Ask your child, “What does God’s Word say about this?” Look up the answers in the Bible together. Help your child understand that when we hear God’s Word and put it into practice in our lives, we are like a wise man who built his house upon a rock, but when we hear God’s Word and don’t put it into practice, we are like a foolish man who built his house upon the sand (Matthew 4:24-27).

This brings up the next point—you have to know God’s Word. One of the best ways to do this is to be in church. I know…you’re still busy. It doesn’t matter. You still have to go to church. If you’re on call, set your phone on “silent” and sit at the end of the pew. No one will care if you get up to go deliver a set of twins.

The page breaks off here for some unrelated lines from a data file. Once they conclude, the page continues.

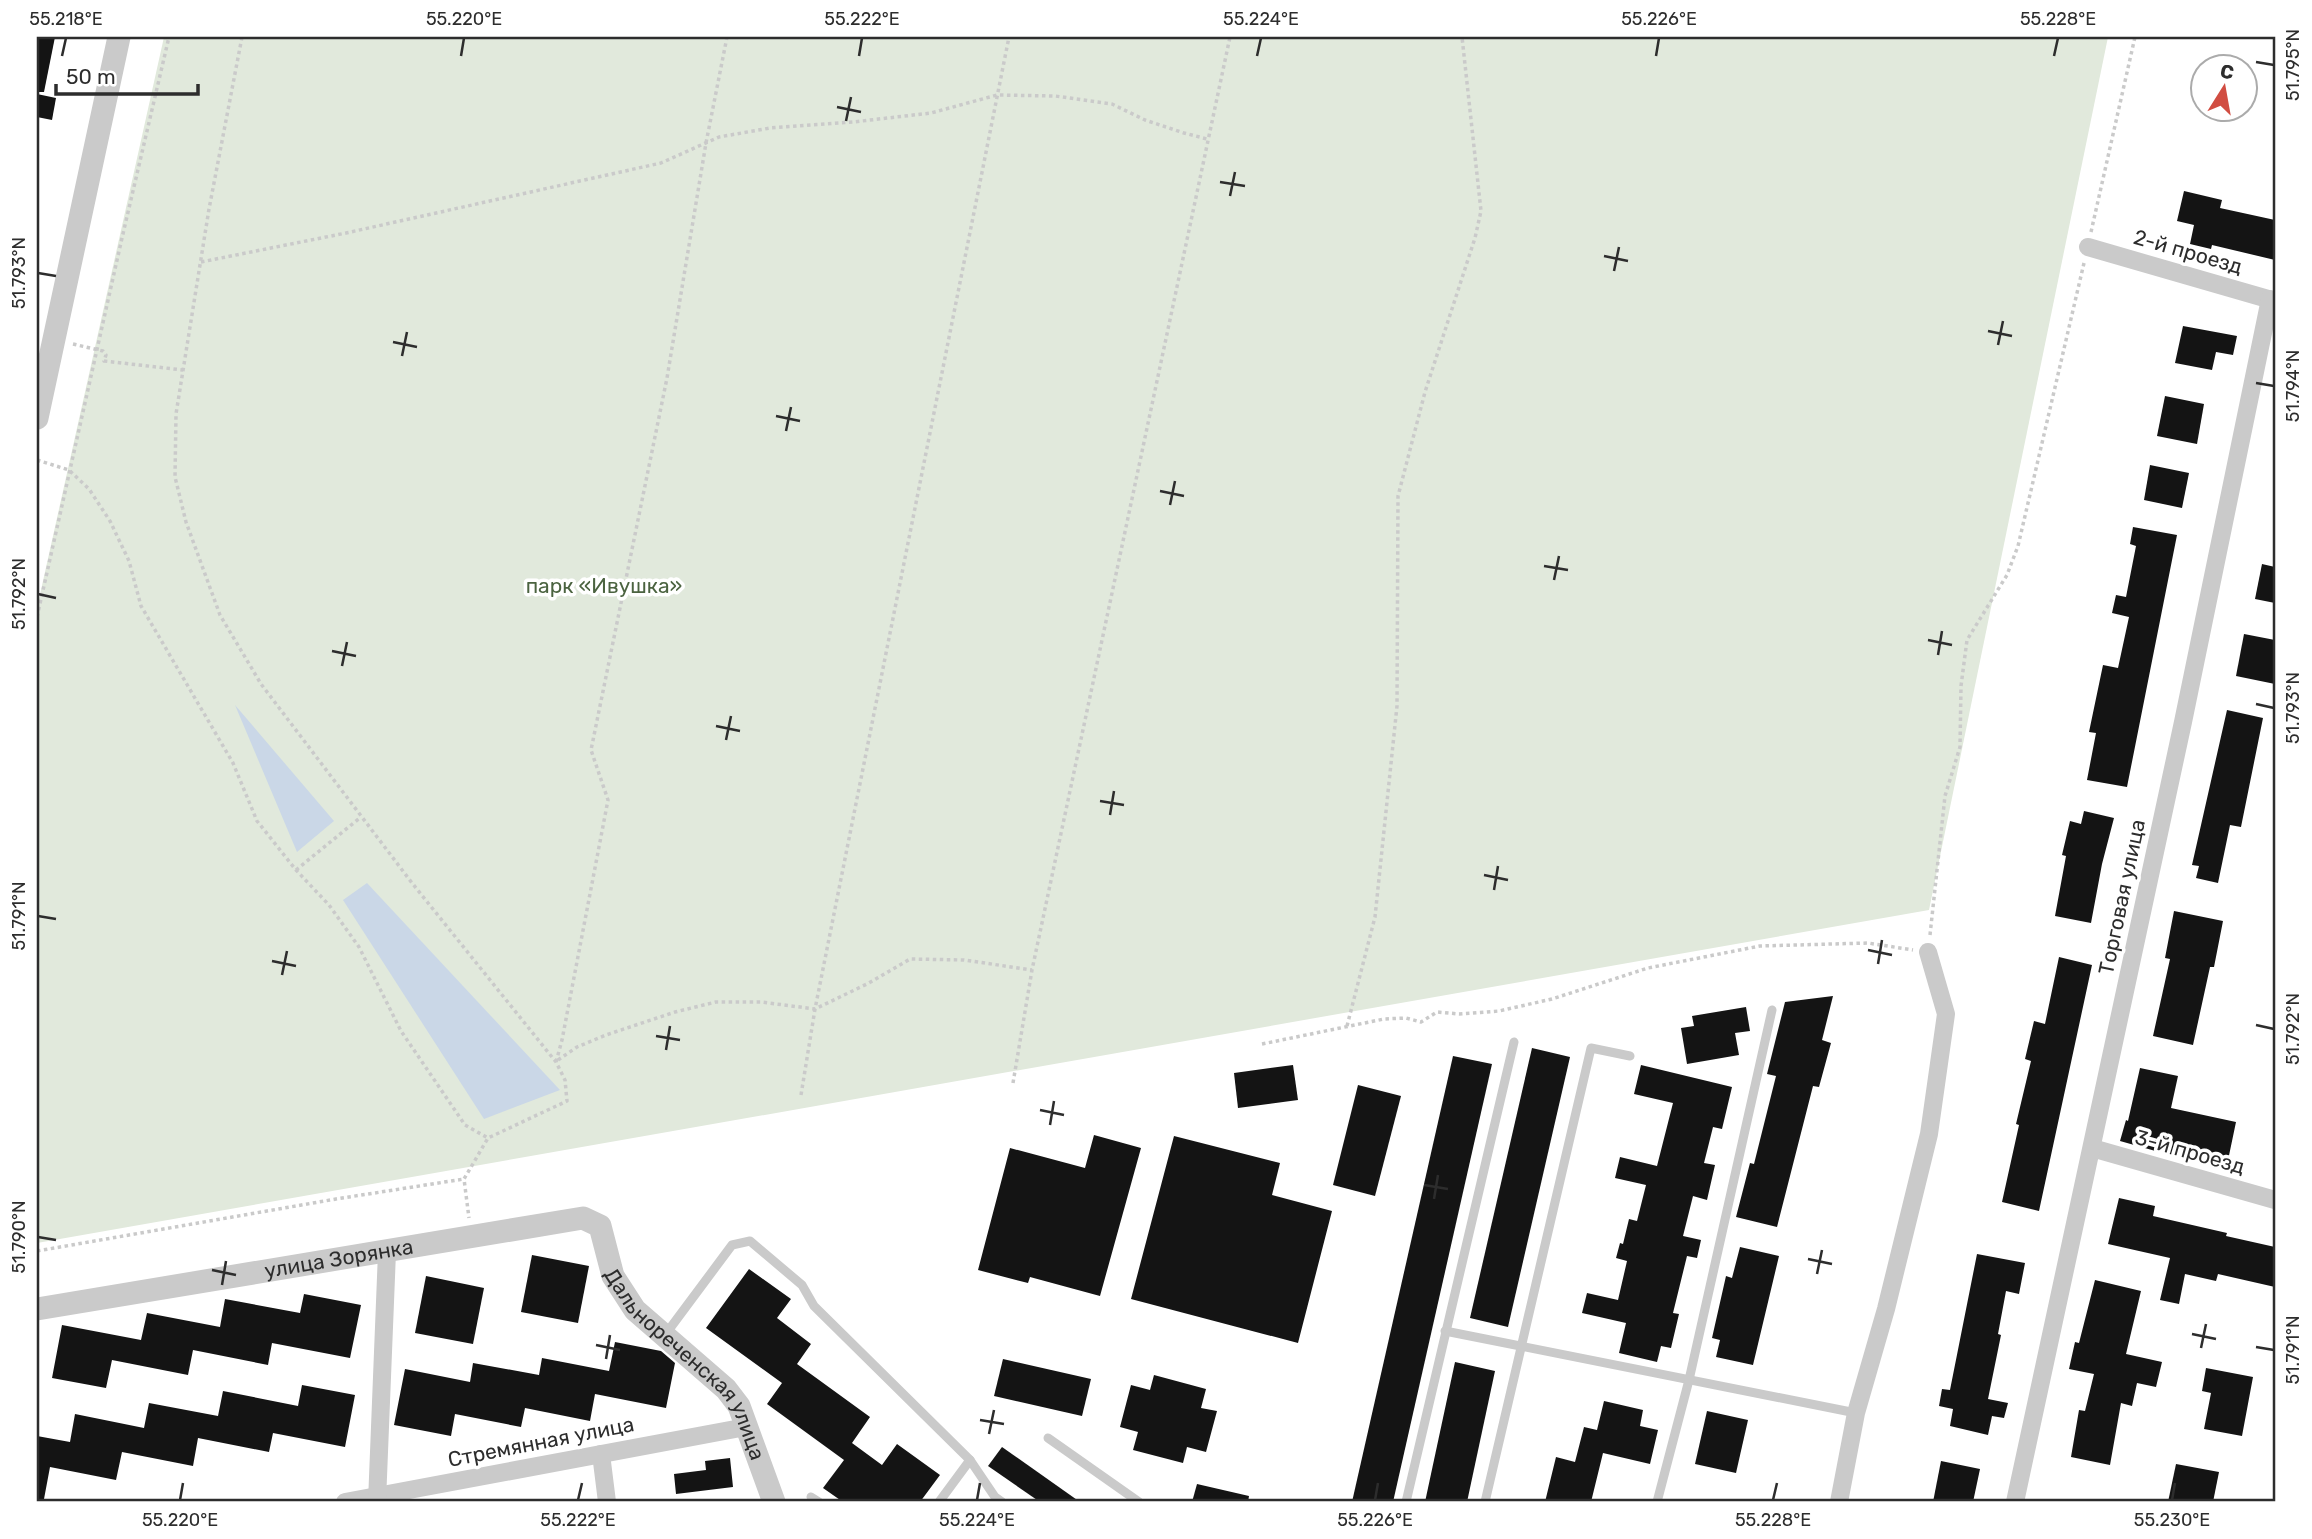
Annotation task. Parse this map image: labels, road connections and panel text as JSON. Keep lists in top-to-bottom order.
{
  "streets": {
    "street": [
      "2-й проезд",
      "Торговая улица",
      "3-й проезд",
      "улица Зорянка",
      "Дальнореченская улица",
      "Стремянная улица"
    ]
  },
  "crossings": [
    ["2-й проезд", "Торговая улица"],
    ["Торговая улица", "3-й проезд"],
    ["улица Зорянка", "Дальнореченская улица"],
    ["Дальнореченская улица", "Стремянная улица"]
  ],
  "parks": ["парк «Ивушка»"],
  "scale_bar": "50 m",
  "north": "top",
  "coordinates": [
    "55.218°E",
    "55.220°E",
    "55.222°E",
    "55.224°E",
    "55.226°E",
    "55.228°E",
    "51.795°N",
    "51.793°N",
    "51.794°N",
    "51.792°N",
    "51.791°N",
    "51.790°N",
    "55.230°E"
  ]
}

Church is important for a variety of reasons, but one of the most important is that your family (and that includes you) needs the spiritual growth that only comes with regular study of the Bible. You need a church where they read and teach the Bible, and your children need the Bible stories they teach in Sunday School.

Additionally, you and your family need the community. A supportive church family provides a wonderful place to grow. It is there, as well as at home, that you first put new spiritual insights into practice.

Remember that being in community with other people (even with Christians) occasionally includes being in conflicts. Don’t be discouraged. That’s one of the ways we grow as well! The trick is to find out what God’s Word says about those particular types of conflicts and put into practice what He says about them.

Last, but by no means least, engaging with your family means you must love and be faithful to your spouse. Your marriage requires your complete personal commitment. Nothing else will do. It is completely necessary.

As my husband likes to say of us as a couple, “It all starts here, with us; if we don’t work, nothing else works.” He’s right, of course. If things are good between you and your spouse, your family has a better chance of being healthier and more stable.

As a physician, you have countless things to distract you. Don’t let that happen. Jealously guard your relationship with your spouse. Have time away together; pray together; listen to one another. Don’t let other responsibilities or persons (including your own children) come between the two of you. It is harder for other things to intervene, if your relationship with your spouse is strong.

When you love your spouse and are committed to being engaged with your family, not only are you and your family blessed, but other people are affected as well. They notice and may even come and talk to you about it.

My husband and I don’t have a perfect marriage (we are sinners saved by grace, just like you), but by the grace of God we have been married now for more than 30 years. One day a young man at church came up to us and said, “I didn’t grow up in a Christian home. I never knew what a loving marriage looked like. I have learned so much just from watching you. I want for myself what you have.” (By the way, no one was more surprised by this sweet confession than we were!)

It is a form of witnessing to others that I had never imagined possible. But, of course, nothing is impossible with God. He is able to accomplish the most amazing things, even with the humblest of offerings. May God bless you as you continue to engage with your family.